■ Task details ■
Retype the listing exactly. Leave out the images.

■ Given material ■
++++++++

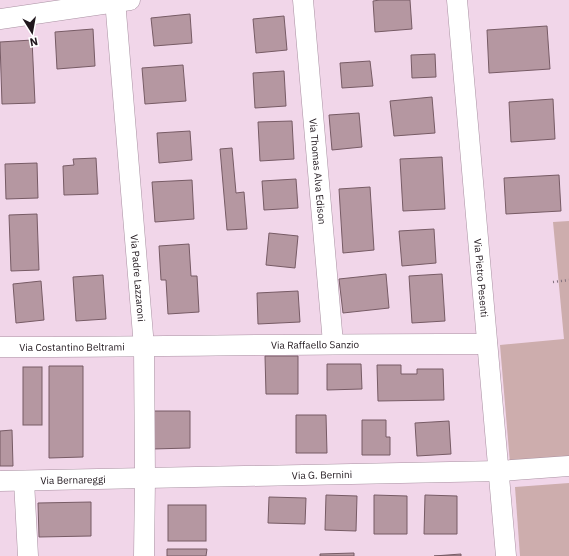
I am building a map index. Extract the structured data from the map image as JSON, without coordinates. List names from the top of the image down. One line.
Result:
{"streets":{"street":["Via Thomas Alva Edison","Via Padre Lazzaroni","Via Pietro Pesenti","Via Raffaello Sanzio","Via Costantino Beltrami","Via G. Bernini","Via Bernareggi"]},"crossings":[["Via Thomas Alva Edison","Via Raffaello Sanzio"],["Via Padre Lazzaroni","Via Raffaello Sanzio"],["Via Padre Lazzaroni","Via Costantino Beltrami"],["Via Padre Lazzaroni","Via G. Bernini"],["Via Padre Lazzaroni","Via Bernareggi"],["Via Pietro Pesenti","Via Raffaello Sanzio"],["Via Pietro Pesenti","Via G. Bernini"],["Via Raffaello Sanzio","Via Costantino Beltrami"],["Via G. Bernini","Via Bernareggi"]],"north":"bottom"}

++++++++

■ Exercise answer ■
I am building a map index. Extract the structured data from the map image as JSON, without coordinates. List names from the top of the image down. One line.
Result:
{"streets":{"street":["Via Thomas Alva Edison","Via Padre Lazzaroni","Via Pietro Pesenti","Via Raffaello Sanzio","Via Costantino Beltrami","Via G. Bernini","Via Bernareggi"]},"crossings":[["Via Thomas Alva Edison","Via Raffaello Sanzio"],["Via Padre Lazzaroni","Via Raffaello Sanzio"],["Via Padre Lazzaroni","Via Costantino Beltrami"],["Via Padre Lazzaroni","Via G. Bernini"],["Via Padre Lazzaroni","Via Bernareggi"],["Via Pietro Pesenti","Via Raffaello Sanzio"],["Via Pietro Pesenti","Via G. Bernini"],["Via Raffaello Sanzio","Via Costantino Beltrami"],["Via G. Bernini","Via Bernareggi"]],"north":"bottom"}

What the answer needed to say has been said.